**Exercise aim:** Retype each line below precisely.

----- Data for review

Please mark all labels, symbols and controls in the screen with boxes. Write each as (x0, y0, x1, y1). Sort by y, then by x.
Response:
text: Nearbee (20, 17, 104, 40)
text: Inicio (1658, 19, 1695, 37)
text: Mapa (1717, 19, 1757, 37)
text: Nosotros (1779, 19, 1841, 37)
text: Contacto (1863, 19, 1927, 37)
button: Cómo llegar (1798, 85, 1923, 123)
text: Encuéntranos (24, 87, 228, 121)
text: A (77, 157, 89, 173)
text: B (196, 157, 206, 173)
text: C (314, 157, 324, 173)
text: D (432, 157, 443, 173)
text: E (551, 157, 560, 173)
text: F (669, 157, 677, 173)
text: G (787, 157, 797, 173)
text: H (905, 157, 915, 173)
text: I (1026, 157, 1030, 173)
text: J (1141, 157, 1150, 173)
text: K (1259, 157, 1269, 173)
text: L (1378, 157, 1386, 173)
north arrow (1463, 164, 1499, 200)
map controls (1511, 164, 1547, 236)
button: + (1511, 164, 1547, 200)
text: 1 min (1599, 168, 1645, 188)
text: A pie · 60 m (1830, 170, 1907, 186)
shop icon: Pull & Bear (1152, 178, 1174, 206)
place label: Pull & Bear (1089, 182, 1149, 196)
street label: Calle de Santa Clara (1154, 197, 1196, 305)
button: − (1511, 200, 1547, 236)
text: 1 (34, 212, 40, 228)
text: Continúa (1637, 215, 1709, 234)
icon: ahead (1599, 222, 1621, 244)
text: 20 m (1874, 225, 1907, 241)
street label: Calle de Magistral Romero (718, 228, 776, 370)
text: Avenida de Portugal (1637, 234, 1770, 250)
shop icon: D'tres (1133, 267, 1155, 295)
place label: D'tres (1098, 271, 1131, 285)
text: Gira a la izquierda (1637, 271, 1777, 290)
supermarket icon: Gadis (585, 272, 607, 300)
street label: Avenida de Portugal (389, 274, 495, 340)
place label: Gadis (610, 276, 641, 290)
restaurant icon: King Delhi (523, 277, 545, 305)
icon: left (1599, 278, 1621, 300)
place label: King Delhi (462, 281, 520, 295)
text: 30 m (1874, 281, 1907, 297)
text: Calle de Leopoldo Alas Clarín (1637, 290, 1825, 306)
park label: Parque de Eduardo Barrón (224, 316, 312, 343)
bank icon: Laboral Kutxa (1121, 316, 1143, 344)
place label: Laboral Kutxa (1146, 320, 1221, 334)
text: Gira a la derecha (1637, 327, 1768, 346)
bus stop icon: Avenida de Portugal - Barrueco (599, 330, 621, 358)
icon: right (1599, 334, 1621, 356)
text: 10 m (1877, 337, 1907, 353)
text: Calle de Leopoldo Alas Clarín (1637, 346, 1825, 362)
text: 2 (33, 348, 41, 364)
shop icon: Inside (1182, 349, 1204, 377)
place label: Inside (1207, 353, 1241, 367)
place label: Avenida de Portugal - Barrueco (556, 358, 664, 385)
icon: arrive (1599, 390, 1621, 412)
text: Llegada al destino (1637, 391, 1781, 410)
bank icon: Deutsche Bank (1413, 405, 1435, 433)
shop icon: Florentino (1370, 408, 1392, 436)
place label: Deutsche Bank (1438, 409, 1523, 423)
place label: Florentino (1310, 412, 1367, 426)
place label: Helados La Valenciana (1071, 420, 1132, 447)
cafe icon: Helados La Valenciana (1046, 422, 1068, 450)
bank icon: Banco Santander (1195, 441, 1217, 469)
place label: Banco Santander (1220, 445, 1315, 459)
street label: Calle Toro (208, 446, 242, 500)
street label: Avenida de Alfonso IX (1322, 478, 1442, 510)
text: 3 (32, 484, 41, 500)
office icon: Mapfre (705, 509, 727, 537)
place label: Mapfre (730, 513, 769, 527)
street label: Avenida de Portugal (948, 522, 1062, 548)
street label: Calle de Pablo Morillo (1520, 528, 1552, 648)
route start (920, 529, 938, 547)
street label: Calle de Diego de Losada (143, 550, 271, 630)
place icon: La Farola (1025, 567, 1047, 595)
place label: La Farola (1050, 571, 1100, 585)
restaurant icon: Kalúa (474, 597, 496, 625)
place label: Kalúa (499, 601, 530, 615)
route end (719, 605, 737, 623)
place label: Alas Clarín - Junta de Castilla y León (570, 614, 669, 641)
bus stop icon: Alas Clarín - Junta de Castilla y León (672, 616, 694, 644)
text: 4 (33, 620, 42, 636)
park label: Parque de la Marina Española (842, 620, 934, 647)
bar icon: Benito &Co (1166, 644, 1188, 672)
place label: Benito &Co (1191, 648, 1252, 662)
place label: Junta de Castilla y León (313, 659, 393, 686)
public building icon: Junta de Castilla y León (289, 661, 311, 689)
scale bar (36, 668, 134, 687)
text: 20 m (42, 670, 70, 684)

----------

**Result of this exercise:**
Please mark all labels, symbols and controls in the screen with boxes. Write each as (x0, y0, x1, y1). Sort by y, then by x.
Response:
text: Nearbee (20, 17, 104, 40)
text: Inicio (1658, 19, 1695, 37)
text: Mapa (1717, 19, 1757, 37)
text: Nosotros (1779, 19, 1841, 37)
text: Contacto (1863, 19, 1927, 37)
button: Cómo llegar (1798, 85, 1923, 123)
text: Encuéntranos (24, 87, 228, 121)
text: A (77, 157, 89, 173)
text: B (196, 157, 206, 173)
text: C (314, 157, 324, 173)
text: D (432, 157, 443, 173)
text: E (551, 157, 560, 173)
text: F (669, 157, 677, 173)
text: G (787, 157, 797, 173)
text: H (905, 157, 915, 173)
text: I (1026, 157, 1030, 173)
text: J (1141, 157, 1150, 173)
text: K (1259, 157, 1269, 173)
text: L (1378, 157, 1386, 173)
north arrow (1463, 164, 1499, 200)
map controls (1511, 164, 1547, 236)
button: + (1511, 164, 1547, 200)
text: 1 min (1599, 168, 1645, 188)
text: A pie · 60 m (1830, 170, 1907, 186)
shop icon: Pull & Bear (1152, 178, 1174, 206)
place label: Pull & Bear (1089, 182, 1149, 196)
street label: Calle de Santa Clara (1154, 197, 1196, 305)
button: − (1511, 200, 1547, 236)
text: 1 (34, 212, 40, 228)
text: Continúa (1637, 215, 1709, 234)
icon: ahead (1599, 222, 1621, 244)
text: 20 m (1874, 225, 1907, 241)
street label: Calle de Magistral Romero (718, 228, 776, 370)
text: Avenida de Portugal (1637, 234, 1770, 250)
shop icon: D'tres (1133, 267, 1155, 295)
place label: D'tres (1098, 271, 1131, 285)
text: Gira a la izquierda (1637, 271, 1777, 290)
supermarket icon: Gadis (585, 272, 607, 300)
street label: Avenida de Portugal (389, 274, 495, 340)
place label: Gadis (610, 276, 641, 290)
restaurant icon: King Delhi (523, 277, 545, 305)
icon: left (1599, 278, 1621, 300)
place label: King Delhi (462, 281, 520, 295)
text: 30 m (1874, 281, 1907, 297)
text: Calle de Leopoldo Alas Clarín (1637, 290, 1825, 306)
park label: Parque de Eduardo Barrón (224, 316, 312, 343)
bank icon: Laboral Kutxa (1121, 316, 1143, 344)
place label: Laboral Kutxa (1146, 320, 1221, 334)
text: Gira a la derecha (1637, 327, 1768, 346)
bus stop icon: Avenida de Portugal - Barrueco (599, 330, 621, 358)
icon: right (1599, 334, 1621, 356)
text: 10 m (1877, 337, 1907, 353)
text: Calle de Leopoldo Alas Clarín (1637, 346, 1825, 362)
text: 2 (33, 348, 41, 364)
shop icon: Inside (1182, 349, 1204, 377)
place label: Inside (1207, 353, 1241, 367)
place label: Avenida de Portugal - Barrueco (556, 358, 664, 385)
icon: arrive (1599, 390, 1621, 412)
text: Llegada al destino (1637, 391, 1781, 410)
bank icon: Deutsche Bank (1413, 405, 1435, 433)
shop icon: Florentino (1370, 408, 1392, 436)
place label: Deutsche Bank (1438, 409, 1523, 423)
place label: Florentino (1310, 412, 1367, 426)
place label: Helados La Valenciana (1071, 420, 1132, 447)
cafe icon: Helados La Valenciana (1046, 422, 1068, 450)
bank icon: Banco Santander (1195, 441, 1217, 469)
place label: Banco Santander (1220, 445, 1315, 459)
street label: Calle Toro (208, 446, 242, 500)
street label: Avenida de Alfonso IX (1322, 478, 1442, 510)
text: 3 (32, 484, 41, 500)
office icon: Mapfre (705, 509, 727, 537)
place label: Mapfre (730, 513, 769, 527)
street label: Avenida de Portugal (948, 522, 1062, 548)
street label: Calle de Pablo Morillo (1520, 528, 1552, 648)
route start (920, 529, 938, 547)
street label: Calle de Diego de Losada (143, 550, 271, 630)
place icon: La Farola (1025, 567, 1047, 595)
place label: La Farola (1050, 571, 1100, 585)
restaurant icon: Kalúa (474, 597, 496, 625)
place label: Kalúa (499, 601, 530, 615)
route end (719, 605, 737, 623)
place label: Alas Clarín - Junta de Castilla y León (570, 614, 669, 641)
bus stop icon: Alas Clarín - Junta de Castilla y León (672, 616, 694, 644)
text: 4 (33, 620, 42, 636)
park label: Parque de la Marina Española (842, 620, 934, 647)
bar icon: Benito &Co (1166, 644, 1188, 672)
place label: Benito &Co (1191, 648, 1252, 662)
place label: Junta de Castilla y León (313, 659, 393, 686)
public building icon: Junta de Castilla y León (289, 661, 311, 689)
scale bar (36, 668, 134, 687)
text: 20 m (42, 670, 70, 684)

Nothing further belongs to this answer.